Instead, Britain largely viewed the poor as one of two types. The ‘deserving’ poor, those who were old, handicapped, infirm or too young to work, were considered blameless as they obviously couldn’t work, and their numbers stayed more or less even across the eighteenth century.

On the other hand, the able-bodied who were without work were considered ‘undeserving’ poor, thought of as lazy drunkards who could have got a job if they needed one. People simply didn’t realize at this point how the changing economy could affect workers.

Poverty was also feared. Some worried about deprivation, those in charge worried about the increase in expenditure needed to deal with them, as well as a widely perceived threat of revolution and anarchy.

Legal Developments before the Nineteenth Century

The great Elizabethan Poor Law Act was passed at the start of the seventeenth century. This was designed to fit the needs of the static, rural English society of the time, not that of the industrializing centuries afterward. A poor rate was levied to pay for the poor, and the parish was the unit of administration. Unpaid, local Justices of the Peace administered the relief, which was supplemented by local charity. The act was motivated by the need to secure public order. Outdoor relief – giving money or supplies to people on the street – was coupled with indoor relief, where people had to enter a ‘Workhouse’ or similar ‘correctional’ facility, where everything they did was tightly controlled.
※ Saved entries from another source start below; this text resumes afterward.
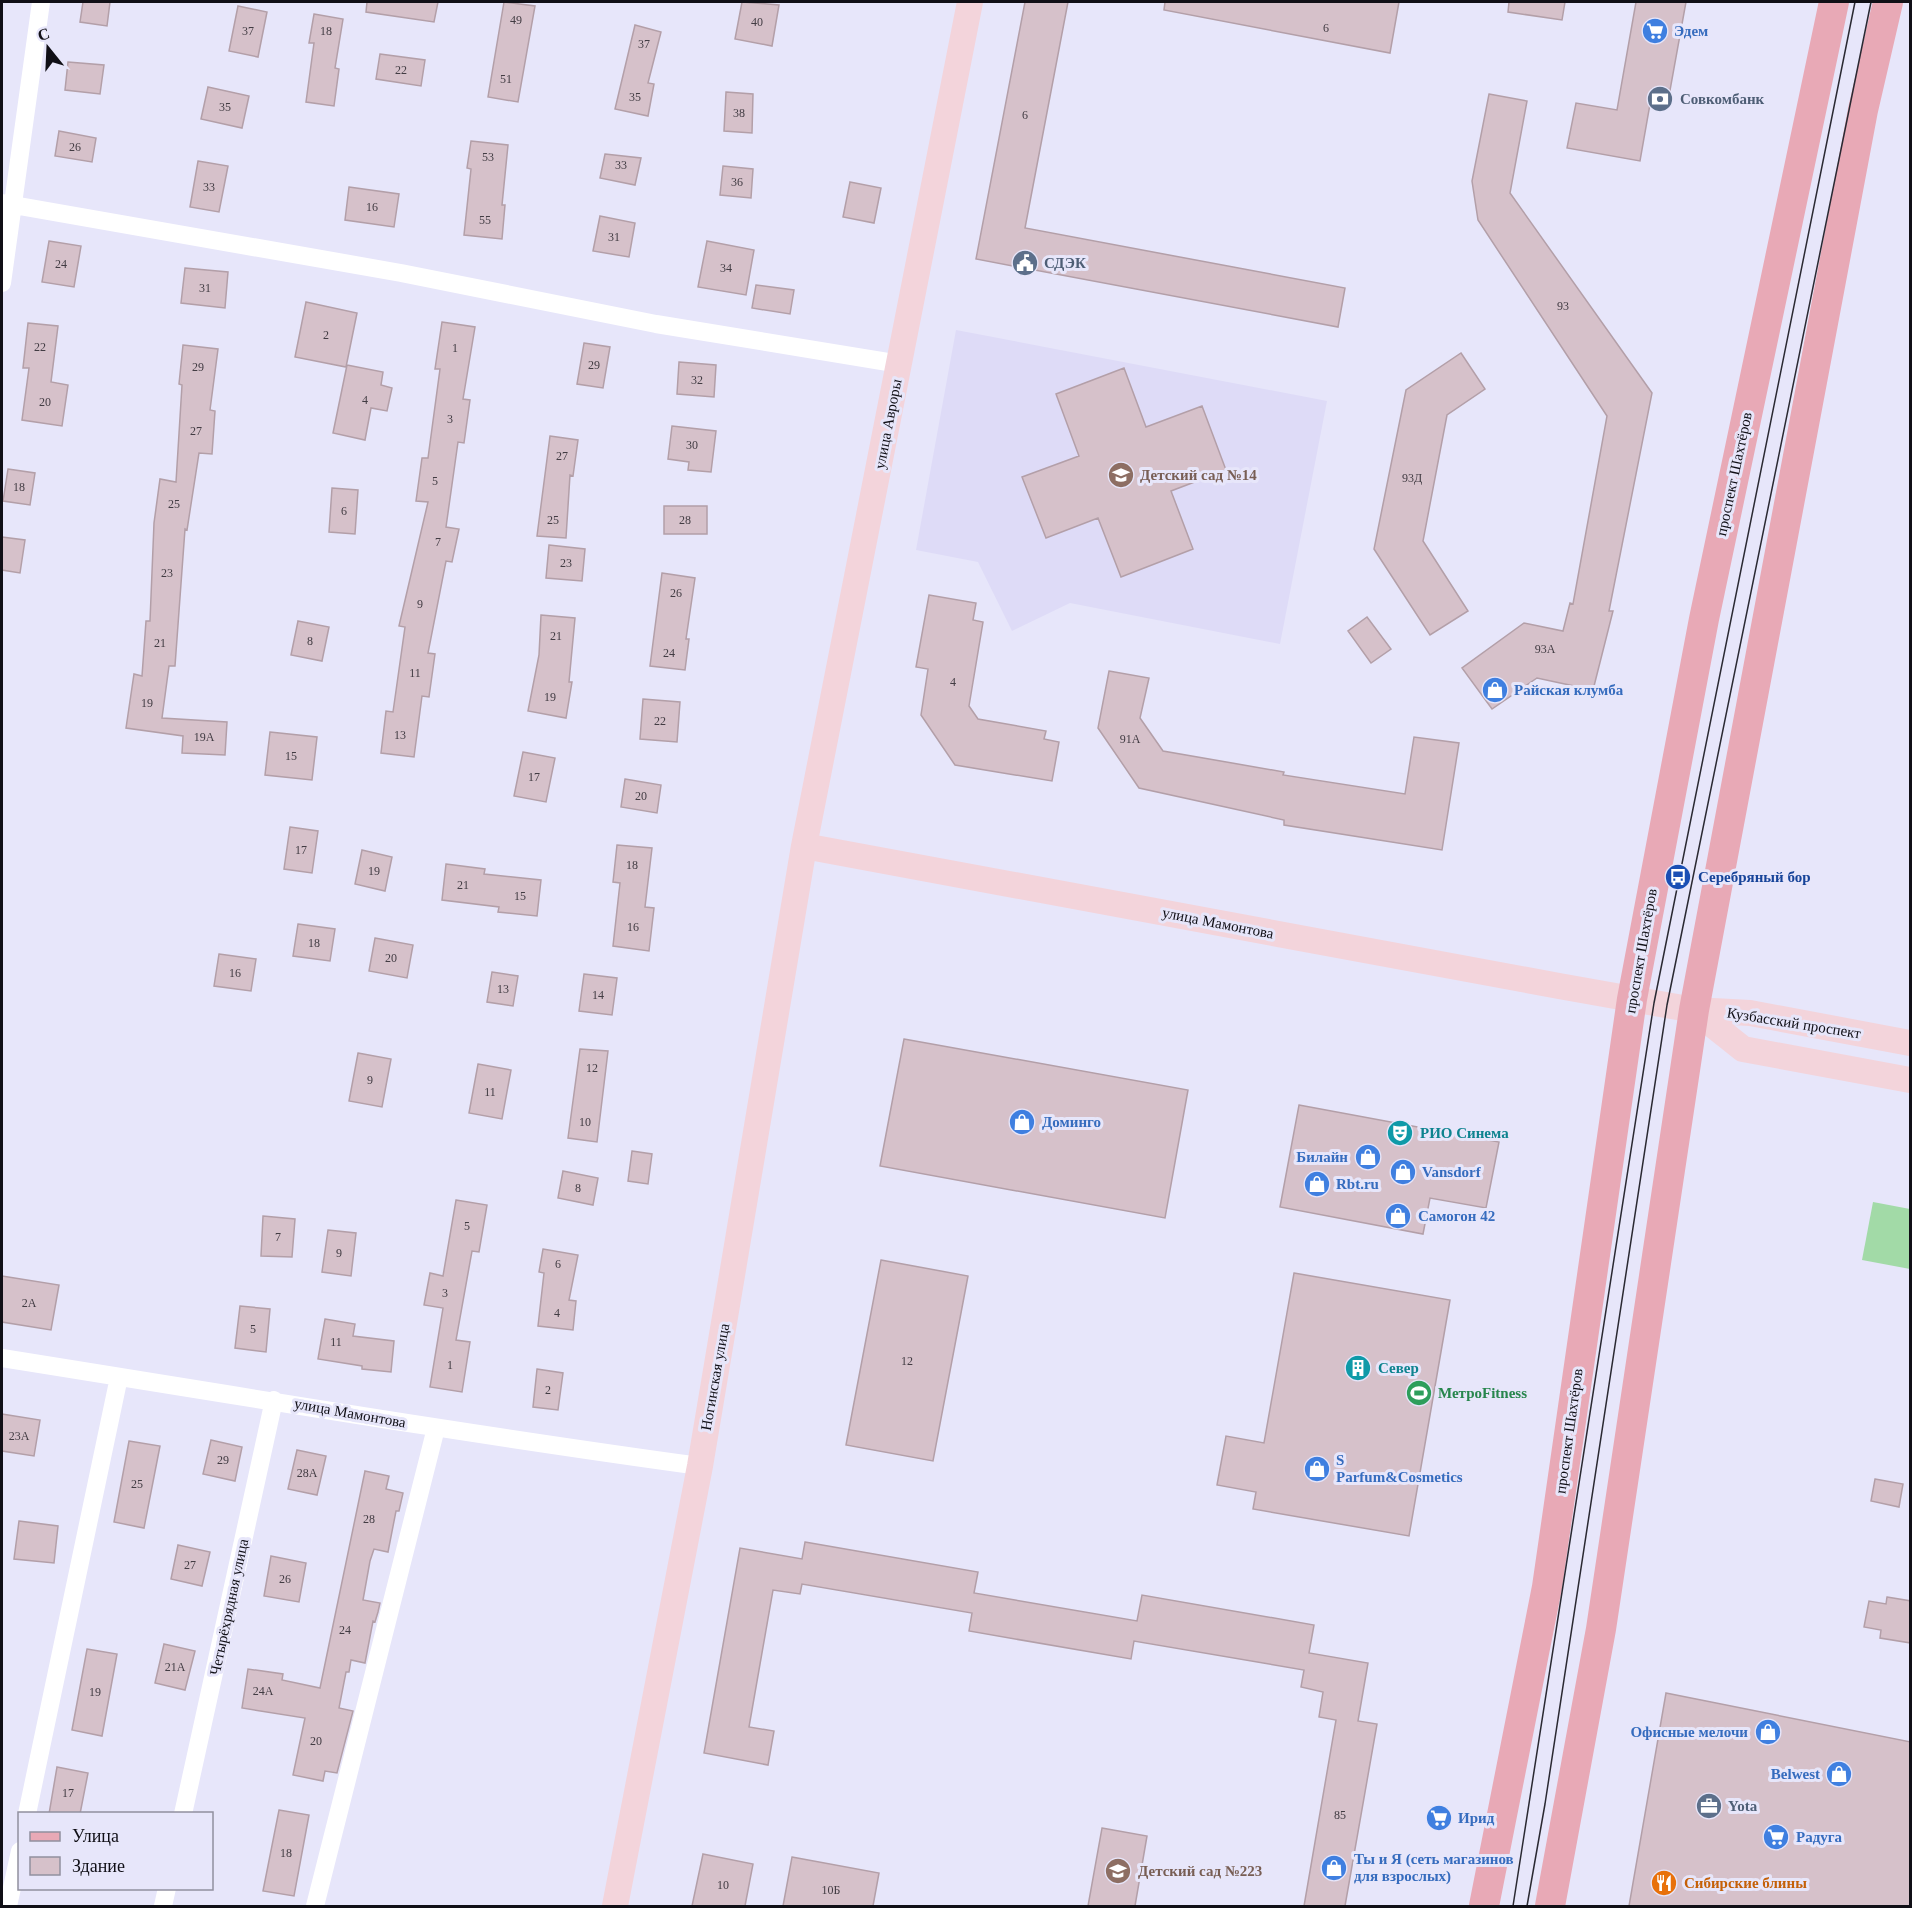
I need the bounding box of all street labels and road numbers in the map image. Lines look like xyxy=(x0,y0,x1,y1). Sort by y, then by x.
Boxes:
street label: улица Авроры xyxy=(871,378,905,470)
street label: проспект Шахтёров xyxy=(1713,411,1755,537)
street label: проспект Шахтёров xyxy=(1622,887,1660,1015)
street label: улица Мамонтова xyxy=(1161,904,1275,942)
street label: Кузбасский проспект xyxy=(1726,1005,1863,1042)
street label: Ногинская улица xyxy=(698,1322,732,1432)
street label: проспект Шахтёров xyxy=(1552,1367,1586,1495)
street label: улица Мамонтова xyxy=(293,1395,407,1431)
street label: Четырёхрядная улица xyxy=(207,1537,251,1677)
The 1662 Act of Settlement acted to cover up a loophole in the system, under which parishes were shipping sick and destitute people into other areas. Now you could only receive relief in your area of birth, marriage or long term living. A certificate was produced, and the poor had to present this if they moved, to say where they came from, impinging on freedom of labor movement. A 1722 act made it easier to set up workhouses into which to funnel your poor, and provided an early ‘test’ to see if people should be forced in.

Sixty years later more laws made it cheaper to create a workhouse, allowing parishes to team up to create one. Although the workhouses were meant for the able-bodied, at this point it was mainly the infirm that were sent to them. However, the Act of 1796 removed the 1722 workhouse act when it became clear a period of mass unemployment would fill the workhouses.

The Old Poor Law

The result was the absence of a real system. As everything was based on the parish, there was a huge amount of regional diversity. Some areas used mainly outdoor relief, some provided work for the poor, others used workhouses. Substantial power over the poor was given to local people, who ranged from honest and interested to dishonest and bigoted. The whole poor law system was unaccountable and unprofessional.

Forms of relief could include each rate payer agreeing to support a certain number of workers – depending on their poor rate assessment - or just paying wages.

The ‘rounds’ system saw laborers sent round the parish until they found work. An allowance system, where food or money was given out to people on a sliding scale according to family size, was used in some areas, but this was believed to encourage idleness and poor fiscal policy among the (potentially) poor. The Speenhamland System was created in 1795 in Berkshire. A stop-gap system to stave off mass destitution, it was created by the magistrates of Speen and quickly adopted around England. Their motivation was a set of crises which occurred in the 1790s: rising population, enclosure, wartime prices, bad harvests, and fear of a British French Revolution.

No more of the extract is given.